If you're a hard-core multitasker, check out Plantronics's roamer-friendly, hands-free CT12. This ultraportable 2.4GHz DSS model is about the size of a pocket calculator and comes with a nifty headset. While it doesn't have an answering machine, and its microphone doesn't do an especially good job of canceling out noise, the single-line CT12 makes a decent pick, especially for the home office. However, priced at $129, it sure doesn't come cheap.
The CT12's handset design is durable, well thought out, and at 4.125 by 3.125 by 4.125 (WDH) inches, it's perfectly pocket-size. Even the slim, unobtrusive base is appealing. Keypad controls are well labeled and easy to maneuver, although folks with larger hands may find the keypad a bit too cramped. You can wear the headset over the ear or the head; both positions are reasonably comfortable. Despite the unit's miniature size, Plantronics still found room to add a very readable three-line, backlit LCD. In addition, the headset features FireFly, a red light at the end of the mouthpiece, which pulses when the phone is in use. The light fell just within our peripheral vision, which we found somewhat annoying.
As for features, the CT12's are fairly standard. You get 10-number speed dialing, a 100-name phone book, support for caller ID and call waiting, and 10 ring tones. There's no answering machine, which could be a deal breaker for some. Since the CT12 is designed for hands-free convenience via the included headset, there's no speakerphone, either. Battery life is quite good. We exceeded the 5.5-hour talk time by a little more than an hour, but we fell 1.5 days short of the 10-day standby time.

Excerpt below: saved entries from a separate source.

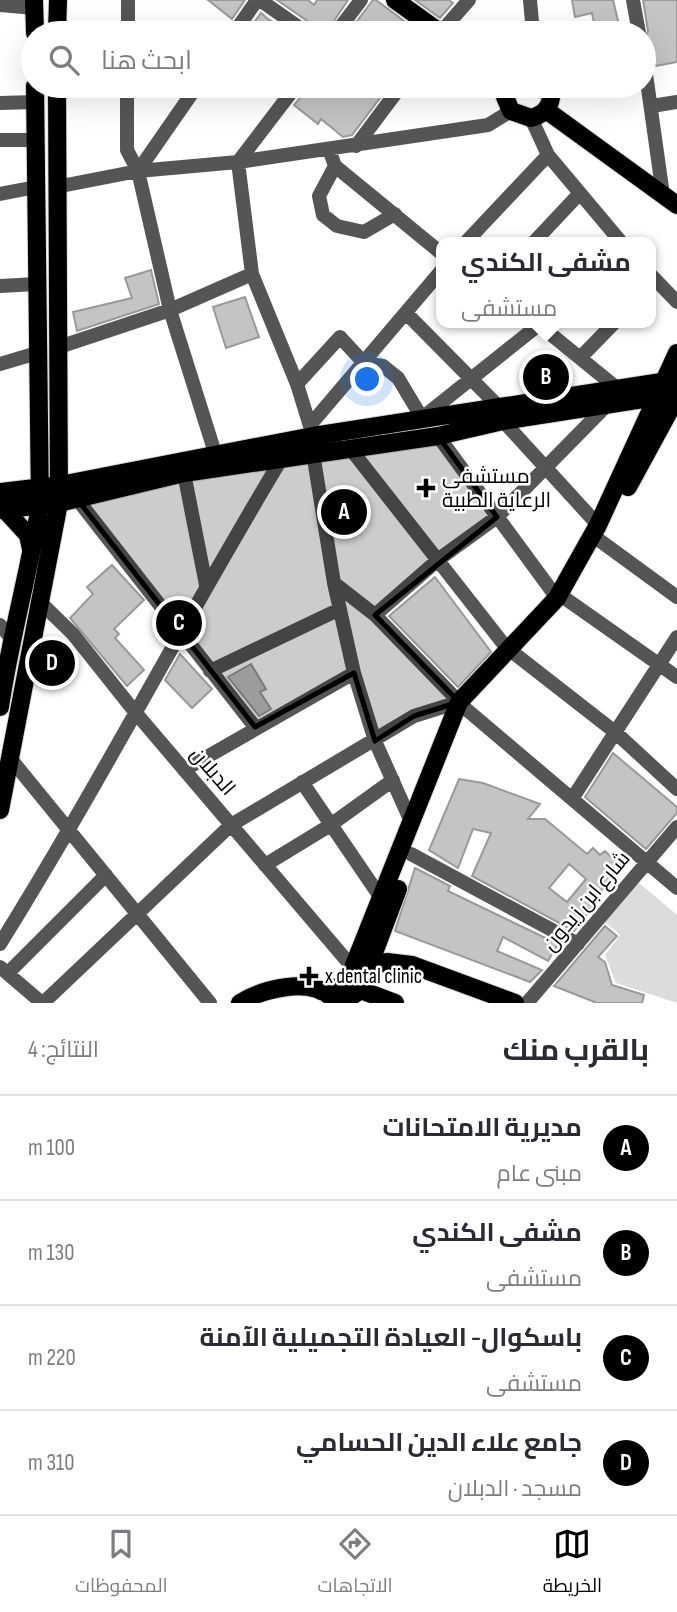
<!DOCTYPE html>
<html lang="ar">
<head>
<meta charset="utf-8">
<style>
	body { margin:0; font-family:"Sofia Sans Condensed",Cairo,sans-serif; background:#f7f7f7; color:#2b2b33; direction:rtl }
	.you { position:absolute; left:368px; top:380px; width:24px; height:24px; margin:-18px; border:5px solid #fff; border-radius:50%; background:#1a73e8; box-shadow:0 0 0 10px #1a73e833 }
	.badge { display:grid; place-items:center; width:46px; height:46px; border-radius:50%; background:#000; color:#fff; font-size:23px; font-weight:700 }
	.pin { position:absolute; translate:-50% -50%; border:4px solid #fff; box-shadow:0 2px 7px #0006 }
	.popup { position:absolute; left:436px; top:237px; width:220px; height:91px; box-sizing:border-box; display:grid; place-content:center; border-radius:14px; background:#fff; filter:drop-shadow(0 2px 5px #0005); font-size:23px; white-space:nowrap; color:#7c7c81 }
	.popup b { font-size:26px; color:#2b2b33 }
	.popup::after { content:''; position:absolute; left:50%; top:100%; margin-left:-14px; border:14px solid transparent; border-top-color:#fff }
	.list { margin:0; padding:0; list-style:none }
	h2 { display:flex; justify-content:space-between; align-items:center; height:91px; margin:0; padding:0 28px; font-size:30px }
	h2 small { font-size:23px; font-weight:400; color:#7c7c81 }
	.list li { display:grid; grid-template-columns:46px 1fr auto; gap:21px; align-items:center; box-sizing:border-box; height:105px; padding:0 28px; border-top:2px solid #e1e1e2 }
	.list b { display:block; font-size:26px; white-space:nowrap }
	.list p { margin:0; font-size:23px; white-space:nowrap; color:#7c7c81 }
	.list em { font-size:23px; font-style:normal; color:#7c7c81 }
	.icon { flex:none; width:38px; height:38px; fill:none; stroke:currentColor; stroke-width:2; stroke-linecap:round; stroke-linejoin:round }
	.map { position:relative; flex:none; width:677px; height:1003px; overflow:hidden; direction:ltr }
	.search { position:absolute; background:#fff; box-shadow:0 7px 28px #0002; left:21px; right:21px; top:21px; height:77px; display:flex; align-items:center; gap:18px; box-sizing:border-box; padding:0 24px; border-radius:38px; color:#7c7c81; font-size:26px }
	.sheet { height:511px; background:#fff }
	nav { display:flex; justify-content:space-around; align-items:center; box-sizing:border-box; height:98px; border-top:2px solid #e1e1e2; background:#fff; font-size:19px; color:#7c7c81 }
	nav a { display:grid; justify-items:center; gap:4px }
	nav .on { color:#000 }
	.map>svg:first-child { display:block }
	.green { fill:#dcdcdc }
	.building { fill:#c4c4c4; stroke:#999; stroke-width:2; fill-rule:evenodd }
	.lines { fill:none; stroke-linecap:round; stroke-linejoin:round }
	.major-casing { stroke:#dbdbdb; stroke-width:20 }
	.minor { stroke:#555; stroke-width:14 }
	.major { stroke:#000; stroke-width:18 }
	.marked { fill:#000; fill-opacity:0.2; stroke:#000; stroke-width:5; stroke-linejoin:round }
	.poi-dot { fill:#000; stroke:#fff; stroke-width:2.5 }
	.labels { text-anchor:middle; stroke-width:5; stroke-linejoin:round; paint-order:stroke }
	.poi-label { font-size:21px; fill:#000; stroke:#fff; text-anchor:start }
	.street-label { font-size:21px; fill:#000; stroke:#fff }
</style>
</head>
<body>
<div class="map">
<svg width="677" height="1003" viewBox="0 0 677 1003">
	<rect width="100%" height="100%" fill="#fff"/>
	<path class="green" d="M638,882L677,915V1003L616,983L605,955L620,935L604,921Z"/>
	<path class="building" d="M208,0H245L232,19Z
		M277,0H308L314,5L317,0H348L326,33H317L313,25Z
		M373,0H376L420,33H348Z
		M415,0H449L453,3L440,18Z
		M572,0H613L621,33H596L592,13L575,17Z
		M643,0H677V62L655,66L652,55L646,51L644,41L648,31Z
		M261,13L268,19L291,33H246Z
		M310,86H389L352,135L343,137L321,119L318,124L294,105Z
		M151,270L159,304L77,331L73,312L132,298L125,278Z
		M245,297L259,337L226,348L213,307Z
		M112,565L144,600L114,629L119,634L115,638L144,670L127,686L70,618L93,594L87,587Z
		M435,577L491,652L458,687L389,616Z
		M180,654L212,689L192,708L165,680Z
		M251,664L266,689L260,692L271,709L259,716L228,677Z
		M613,753L677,807V813L646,849L585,797Z
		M459,779L483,783L540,804L528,819H545L587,854L593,848L600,855L605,851L622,867L597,895L600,898L574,931L472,876L491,833L473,829L458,868L429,850ZM569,864L586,879L567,902L549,888Z
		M415,868L450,886L448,891L558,944L548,961L503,937L497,951L542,970L530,982L395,931Z
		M605,926L617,936L598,957L605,962L612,985L644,995L642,1003H597L554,986Z"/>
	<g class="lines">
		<g class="major-casing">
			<path id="major" d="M34,0L35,33
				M395,0L441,33
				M57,33L58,0
				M506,86L505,97L511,111L531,118C547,114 554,102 550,86
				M546,110L677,205
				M628,487L677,397
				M0,492L60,485L313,436L674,380
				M0,510L59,503L184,473L438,436L503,421L669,395
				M5,510L28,535L31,549
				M0,707C10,639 29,573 40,505L35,86
				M0,810L59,503L57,86
				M362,968L387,962L412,965L515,1003
				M350,986L395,1003
				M321,991L346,985L459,702L557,598L598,525L677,353
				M240,1003C262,989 309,977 331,997
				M343,1003L360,990L398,889"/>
		</g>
		<path class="minor" d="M260,0L307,33
			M530,0L533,33
			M633,0L639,33
			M0,5L34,8
			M128,33V0
			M234,33L257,0
			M336,33L361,0
			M440,33L469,0
			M644,60L663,195
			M127,86V150L138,171
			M197,86L138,171L170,310L215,453
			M296,86L238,162L488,125L511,111
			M0,103L35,102
			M652,106L677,102
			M531,118L548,155L621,242
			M0,140H35
			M356,146L401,86
			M329,149L335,166L441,253
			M335,166L319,196L323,215L337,226L364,232L395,214
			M56,187L138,171L238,162L252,274
			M0,194L36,187
			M466,242L548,155
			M534,242L580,193
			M651,275L677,302
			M0,286L36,284
			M406,313L499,407
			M537,323L618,389
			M59,347L170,310L252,274L297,384L313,436
			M581,357L614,323
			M0,364L37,353
			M297,384L340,337L364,363L383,366L398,378L422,418L541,323
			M503,421L598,525
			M311,424L441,271
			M438,436L557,598
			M349,447L509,651
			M313,453L334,583L375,615L466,709L677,888
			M184,473L206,585
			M77,499L255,727
			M599,540L677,597
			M334,583L354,673L375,741L412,824
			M566,599L677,677
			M40,602L73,634L135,712L353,968
			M375,615L439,559L497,517L609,403
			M0,625L11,638
			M515,654L615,732L677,789
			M210,671L340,609
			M10,758L210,1003
			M184,770L354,673
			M302,782L381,898
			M572,799L677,637
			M411,854L578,944
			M265,865L329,826L393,780
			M0,944C99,785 185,619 282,458
			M0,967L42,1003
			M8,973L106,875
			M43,1003L231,825L414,716L459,702
			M527,1003L677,827"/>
		<use href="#major" class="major"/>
	</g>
	<path class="marked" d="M438,436L497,517L375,615L459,702L414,716L375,741L354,673L255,727L77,499L184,473Z"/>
	<g class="poi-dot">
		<path d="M422.5 477.5h7v7h7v7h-7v7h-7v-7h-7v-7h7z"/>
		<path d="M305.5 965.5h7v7h7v7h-7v7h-7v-7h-7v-7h7z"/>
	</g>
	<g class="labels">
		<g class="poi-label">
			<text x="442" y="483">مستشفى<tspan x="442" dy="24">الرعاية الطبية</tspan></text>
			<text x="325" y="983">x dental clinic</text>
		</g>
		<g class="street-label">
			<text transform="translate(213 771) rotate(49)" y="7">الدبلان</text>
			<text transform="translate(586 901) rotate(-50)" y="7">شارع ابن زيدون</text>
		</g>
	</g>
</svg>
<div class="you"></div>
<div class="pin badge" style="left:344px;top:512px">A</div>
<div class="pin badge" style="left:546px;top:377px">B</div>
<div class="popup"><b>مشفى الكندي</b>مستشفى</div>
<div class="pin badge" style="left:179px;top:623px">C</div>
<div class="pin badge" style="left:52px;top:663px">D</div>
<div class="search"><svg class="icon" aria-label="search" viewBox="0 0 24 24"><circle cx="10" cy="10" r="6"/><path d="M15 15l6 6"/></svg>ابحث هنا</div>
</div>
<section class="sheet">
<h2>بالقرب منك<small>النتائج: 4</small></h2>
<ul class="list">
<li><span class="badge">A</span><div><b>مديرية الامتحانات</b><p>مبنى عام</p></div><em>100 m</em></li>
<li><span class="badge">B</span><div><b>مشفى الكندي</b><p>مستشفى</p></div><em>130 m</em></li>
<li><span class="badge">C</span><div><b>باسكوال- العيادة التجميلية الآمنة</b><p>مستشفى</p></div><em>220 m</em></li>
<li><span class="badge">D</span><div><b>جامع علاء الدين الحسامي</b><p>مسجد · الدبلان</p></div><em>310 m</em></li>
</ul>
</section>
<nav>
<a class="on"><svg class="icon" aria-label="map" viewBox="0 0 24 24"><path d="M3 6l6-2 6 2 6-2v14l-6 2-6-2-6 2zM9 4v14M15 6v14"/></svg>الخريطة</a>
<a><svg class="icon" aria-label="directions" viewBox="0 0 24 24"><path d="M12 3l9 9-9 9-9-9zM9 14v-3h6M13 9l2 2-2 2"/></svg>الاتجاهات</a>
<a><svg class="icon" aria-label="saved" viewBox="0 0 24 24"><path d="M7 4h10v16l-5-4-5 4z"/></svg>المحفوظات</a>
</nav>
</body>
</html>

Call quality was also pleasing. According to Plantronics, the CT12's maximum range is 100 feet from the base unit. While we didn't push the CT12 to the max, we were able to get excellent range over a distance of more than 50 feet, with minimal breakup. Callers sounded crisp and clear, although in our tests, we heard a lot of the background sounds that the CT12's noise-canceling headset was supposed to block out. It's not horrible, but it doesn't meet the advertised claims. And we heard a fair amount of interference, perhaps because we also run a Wi-Fi network in our testing environment (Wi-Fi networks use the same frequency as 2.4GHz phones). Still, overall, the quality is good, and the design works.